Short for ‘too long; didn’t read’, TL;DR is another take on mobile email that encourages brevity. When you’re composing a new email, the app encourages you to limit your message to just 30 words and displays it to your recipient in big, bold letters.
If you must write a longer email, the rest of your email copy will be displayed below your initial message as standard text.
On the inbox side of things, TL;DR displays messages in a News Feed-like view, similar to what you see when you login to Facebook.
The idea is for you to quickly glance at, consume and act on your email load: read messages without opening each one separately, swipe left to snooze messages for later, swipe right to archive. You can also reply and unsubscribe from newsletters directly from the inbox screen.
Now, I’m partial to Gmail’s organization features like stars and labels, and its wonderful categorization system that separates promos and transactional emails from actual mail.
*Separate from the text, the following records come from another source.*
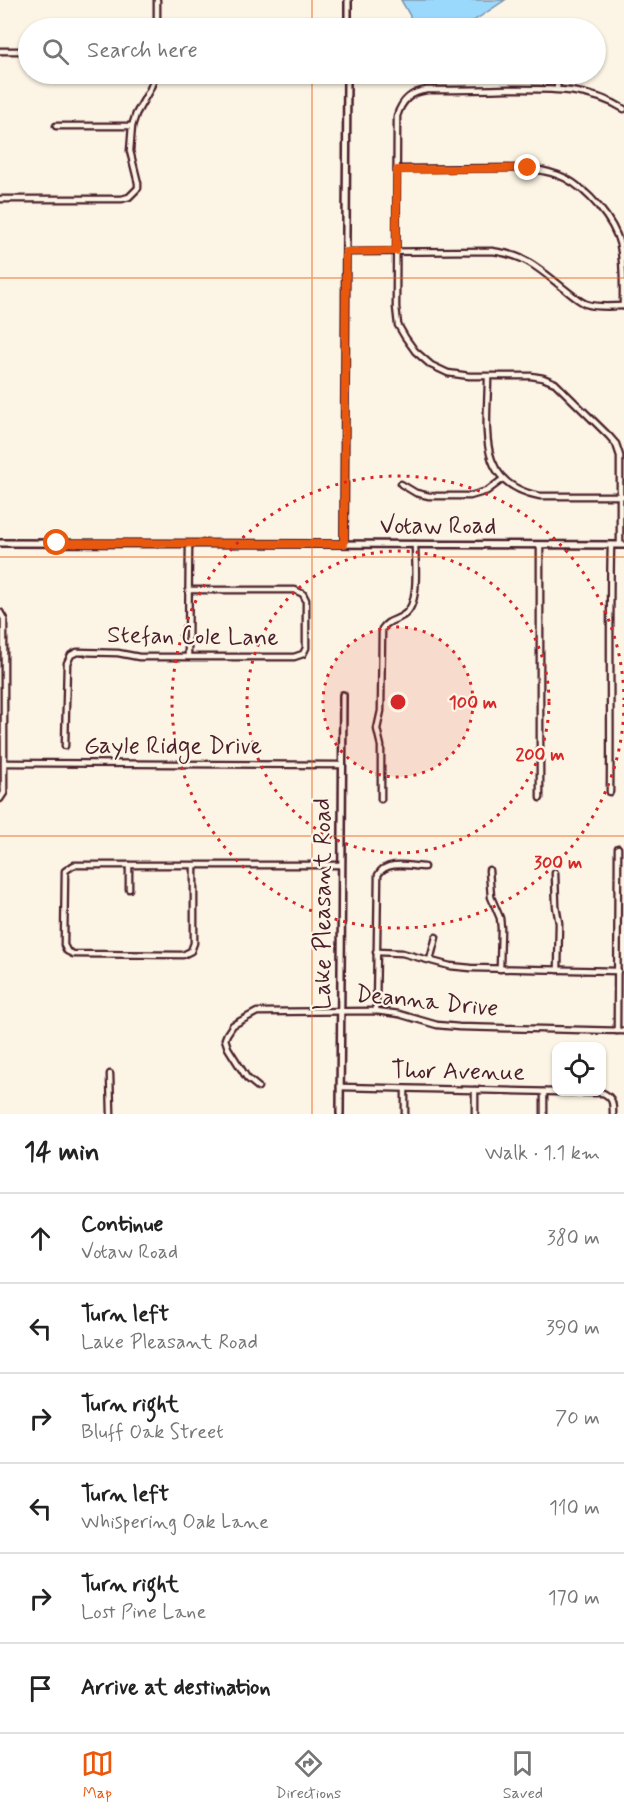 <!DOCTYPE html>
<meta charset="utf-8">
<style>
:root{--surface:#fff;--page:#f6f6f6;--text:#222;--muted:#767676;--line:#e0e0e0;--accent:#ea580c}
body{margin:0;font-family:Mynerve,sans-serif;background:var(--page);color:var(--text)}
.controls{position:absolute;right:18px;bottom:18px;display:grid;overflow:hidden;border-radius:12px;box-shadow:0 2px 4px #0004}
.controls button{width:54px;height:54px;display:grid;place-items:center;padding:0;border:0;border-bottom:2px solid var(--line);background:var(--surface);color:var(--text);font:30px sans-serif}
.stop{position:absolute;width:18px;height:18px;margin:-14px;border:4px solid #ea580c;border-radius:50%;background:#fff}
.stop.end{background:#ea580c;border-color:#fff;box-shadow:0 2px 6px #0008}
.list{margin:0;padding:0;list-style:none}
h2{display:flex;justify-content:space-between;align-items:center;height:78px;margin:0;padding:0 24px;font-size:26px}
h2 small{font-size:20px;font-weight:400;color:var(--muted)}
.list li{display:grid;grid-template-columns:39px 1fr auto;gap:18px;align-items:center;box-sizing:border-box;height:90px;padding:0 24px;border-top:2px solid var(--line)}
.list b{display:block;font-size:22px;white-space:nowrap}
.list p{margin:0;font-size:20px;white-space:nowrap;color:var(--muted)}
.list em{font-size:20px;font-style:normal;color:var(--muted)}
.icon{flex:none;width:33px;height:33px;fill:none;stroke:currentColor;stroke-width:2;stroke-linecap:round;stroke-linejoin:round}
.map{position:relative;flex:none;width:624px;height:1114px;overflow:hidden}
.search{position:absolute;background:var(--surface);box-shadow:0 2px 4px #0004;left:18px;right:18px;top:18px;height:66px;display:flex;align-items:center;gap:15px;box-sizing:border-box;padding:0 21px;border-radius:33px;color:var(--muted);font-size:22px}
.sheet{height:618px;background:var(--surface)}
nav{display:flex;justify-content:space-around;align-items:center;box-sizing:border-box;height:84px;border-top:2px solid var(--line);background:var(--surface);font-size:16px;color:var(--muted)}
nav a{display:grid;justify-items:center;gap:3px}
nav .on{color:var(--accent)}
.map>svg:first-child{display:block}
.water{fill:#9ad9fc;stroke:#7a8fa8;stroke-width:1.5}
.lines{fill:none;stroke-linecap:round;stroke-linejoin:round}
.minor-casing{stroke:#4a1f2b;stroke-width:9}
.tertiary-casing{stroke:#4a1f2b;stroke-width:10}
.minor{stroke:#fcf5e5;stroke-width:4.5}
.tertiary{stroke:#fcf5e5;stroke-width:5}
.route{stroke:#ea580c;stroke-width:8}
.grid{fill:none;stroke:#e8590c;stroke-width:1.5;stroke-opacity:0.55}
.ring{fill:none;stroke:#d62828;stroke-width:3;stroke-dasharray:3 6}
.labels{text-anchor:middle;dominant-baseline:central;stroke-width:4.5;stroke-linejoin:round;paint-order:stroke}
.street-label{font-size:24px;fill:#4a1f2b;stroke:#fcf5e5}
.centre{fill:#d62828;stroke:#fcf5e5;stroke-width:3}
.ring-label{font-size:18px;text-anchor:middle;font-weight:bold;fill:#d62828;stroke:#fcf5e5;stroke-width:4.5;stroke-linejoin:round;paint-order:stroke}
</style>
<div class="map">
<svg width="624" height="1114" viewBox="0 0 624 1114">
<rect width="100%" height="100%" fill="#fcf5e5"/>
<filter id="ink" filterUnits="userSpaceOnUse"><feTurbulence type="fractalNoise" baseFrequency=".0167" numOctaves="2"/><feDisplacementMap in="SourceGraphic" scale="12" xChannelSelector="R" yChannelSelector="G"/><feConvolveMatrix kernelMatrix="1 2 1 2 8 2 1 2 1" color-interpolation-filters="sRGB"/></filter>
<g filter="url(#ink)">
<!-- water -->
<polygon class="water" points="401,0 505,0 463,28 410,28 410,16"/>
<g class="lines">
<!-- minor casing -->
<g class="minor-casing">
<g id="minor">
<polyline points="157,0 157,28"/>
<polyline points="0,51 28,51"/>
<polyline points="557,89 558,74"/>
<polyline points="56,126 132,126"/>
<path d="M 397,169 L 528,168 C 541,170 553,172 565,178 C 588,190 614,220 620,245 C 624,265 623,287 623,306"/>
<polyline points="0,199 122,199 129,197 138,188 138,183 130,151 132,126 136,114 150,89 156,74"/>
<path d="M 346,252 L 492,251 C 525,255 537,267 562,287 C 570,293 577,300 586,304 C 598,308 612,306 624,306"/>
<path d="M 488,377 C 488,427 474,484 540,496 L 624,496"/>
<polyline points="401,484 416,493 429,496 470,496 487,491 503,479"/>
<path d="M 620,545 L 620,456 L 616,444 L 609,436 L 555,383 L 543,378 L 531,376 L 469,376 L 448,373 L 431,365 L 415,351 L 405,337 L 398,325 L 396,307 L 397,116 C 402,100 411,92 427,90 C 454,90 480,90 507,89 C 548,89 588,87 624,109"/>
<polyline points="0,612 4,619 4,793 0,799"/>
<polyline points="188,656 189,544"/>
<polyline points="65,746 67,663 71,655 77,652 118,653 139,657 294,657 303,654 306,648 306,600 303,594 295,590 189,590"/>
<polyline points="4,763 342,765"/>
<path d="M 610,792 C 611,709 609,627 611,545"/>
<polyline points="540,798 540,545"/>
<path d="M 381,799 L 381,746 L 377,729 L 381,711 L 382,629 C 388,619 397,621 405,614 C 420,603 415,562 415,544"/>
<polyline points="129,865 129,889"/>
<polyline points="194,865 194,943 191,951 183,955 73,954 67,951 64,945 65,871 74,865 341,865"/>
<polyline points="489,870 491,897 500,918 501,928 500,969"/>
<polyline points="555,873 556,906 559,923 558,970"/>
<polyline points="376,952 402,953 450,966 471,968 618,971"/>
<polyline points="430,960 436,937"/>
<path d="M 376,1011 L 378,875 C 386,860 409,866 424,867"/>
<polyline points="617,1031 618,848"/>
<polyline points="110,1074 111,1114"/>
<polyline points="258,1087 247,1078 228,1048 225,1039 227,1034 233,1025 257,1012 376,1011 399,1014 437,1025 459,1027 624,1031"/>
<path d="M 340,1087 L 603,1093 C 613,1098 613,1103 613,1114"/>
<polyline points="405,1089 405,1114"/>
<polyline points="544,1092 544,1114"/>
<polyline points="475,1114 475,1090"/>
</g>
</g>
<!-- tertiary casing -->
<g class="tertiary-casing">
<g id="tertiary">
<polyline points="348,28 348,0"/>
<polyline points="0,543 624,545"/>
<polyline points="344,544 347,74"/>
<polyline points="340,1114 343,695"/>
</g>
</g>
<!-- minor -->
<use href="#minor" class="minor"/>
<!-- tertiary -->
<use href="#tertiary" class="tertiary"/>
</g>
</g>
<g class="lines" filter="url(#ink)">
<!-- route -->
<polyline class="route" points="57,543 344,544 346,252 396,251 397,170 528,168"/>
</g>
<!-- grid -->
<path class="grid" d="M 312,0 L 312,28M 312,74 L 312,1114M 0,278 L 624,278M 0,557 L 624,557M 0,836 L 624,836"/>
<!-- distance rings -->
<circle cx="398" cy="702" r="75" fill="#d62828" fill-opacity=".12"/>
<g class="ring">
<circle cx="398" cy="702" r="75"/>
<circle cx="398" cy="702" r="151"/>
<path d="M624 704A226 226 0 1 1 624 700"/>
</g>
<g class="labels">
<!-- street labels -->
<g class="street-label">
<text x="438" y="526">Votaw Road</text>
<text transform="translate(193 637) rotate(1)">Stefan Cole Lane</text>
<text x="173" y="746">Gayle Ridge Drive</text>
<text transform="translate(323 904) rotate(-90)">Lake Pleasant Road</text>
<text transform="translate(427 1002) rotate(6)">Deanna Drive</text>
<text transform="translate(458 1072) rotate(1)">Thor Avenue</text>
</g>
</g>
<circle cx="398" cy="702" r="9" class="centre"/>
<g class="ring-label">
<text x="473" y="708">100 m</text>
<text x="540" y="760">200 m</text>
<text x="558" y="868">300 m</text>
</g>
</svg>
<div class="controls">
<button><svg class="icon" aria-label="locate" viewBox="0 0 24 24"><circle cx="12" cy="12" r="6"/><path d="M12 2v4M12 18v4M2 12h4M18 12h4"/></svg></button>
</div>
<div class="stop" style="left:57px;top:543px"></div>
<div class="stop end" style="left:528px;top:168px"></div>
<div class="search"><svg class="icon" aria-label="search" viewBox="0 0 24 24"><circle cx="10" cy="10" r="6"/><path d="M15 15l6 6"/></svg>Search here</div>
</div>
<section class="sheet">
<h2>14 min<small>Walk · 1.1 km</small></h2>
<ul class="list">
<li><svg class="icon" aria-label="ahead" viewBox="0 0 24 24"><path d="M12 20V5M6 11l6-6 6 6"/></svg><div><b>Continue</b><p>Votaw Road</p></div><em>380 m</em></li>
<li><svg class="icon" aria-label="left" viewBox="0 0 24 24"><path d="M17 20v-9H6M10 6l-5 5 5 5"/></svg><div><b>Turn left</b><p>Lake Pleasant Road</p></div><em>390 m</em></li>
<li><svg class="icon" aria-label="right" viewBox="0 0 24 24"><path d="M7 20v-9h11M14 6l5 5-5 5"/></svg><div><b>Turn right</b><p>Bluff Oak Street</p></div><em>70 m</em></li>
<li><svg class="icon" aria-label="left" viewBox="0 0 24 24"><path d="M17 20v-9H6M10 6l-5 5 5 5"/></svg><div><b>Turn left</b><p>Whispering Oak Lane</p></div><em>110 m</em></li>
<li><svg class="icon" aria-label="right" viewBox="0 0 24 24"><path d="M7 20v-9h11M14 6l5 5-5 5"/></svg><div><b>Turn right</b><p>Lost Pine Lane</p></div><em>170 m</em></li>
<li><svg class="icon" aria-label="arrive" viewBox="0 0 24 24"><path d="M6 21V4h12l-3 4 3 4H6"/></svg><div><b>Arrive at destination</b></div></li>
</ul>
</section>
<nav>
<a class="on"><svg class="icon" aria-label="map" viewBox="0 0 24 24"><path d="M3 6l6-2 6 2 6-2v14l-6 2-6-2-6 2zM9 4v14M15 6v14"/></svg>Map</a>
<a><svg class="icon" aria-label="directions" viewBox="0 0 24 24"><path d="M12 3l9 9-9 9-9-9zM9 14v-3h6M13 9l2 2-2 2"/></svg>Directions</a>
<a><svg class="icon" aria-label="saved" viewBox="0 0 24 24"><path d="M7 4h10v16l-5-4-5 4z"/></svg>Saved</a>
</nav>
TL;DR eschews all that for a stripped-back, streamlined experience that’s great for blazing through your inbox in double time.
TL;DR is the brainchild of Ami Ben David, who previously co-founded context-based Android launcher Everything.Me. The brevity-focused app attracted a seed investment from Moshe Hogeg, founder of Yo, another to-the-point messaging app. The pair agreed that email takes up way too much of everyone’s time.
While its approach to composing and acting on email is solid, TL;DR’s app still needs a bit of work. It doesn’t yet support multiple accounts or display HTML emails as well as I’d like. Given that, it’s not going to be able to knock Gmail off my home screen any time soon.
I’d recommend using TL;DR as a secondary email app on mobile for two reasons: to tackle email quickly while on the go, and to train yourself to compose and reply to email with short messages.
TL;DR is currently available on iPhone for Gmail and Google Apps accounts, initially for the first thousand users that sign up on the app’s site, with access opening up in the coming days.
An Android app and support for Outlook’s email service are also on the way.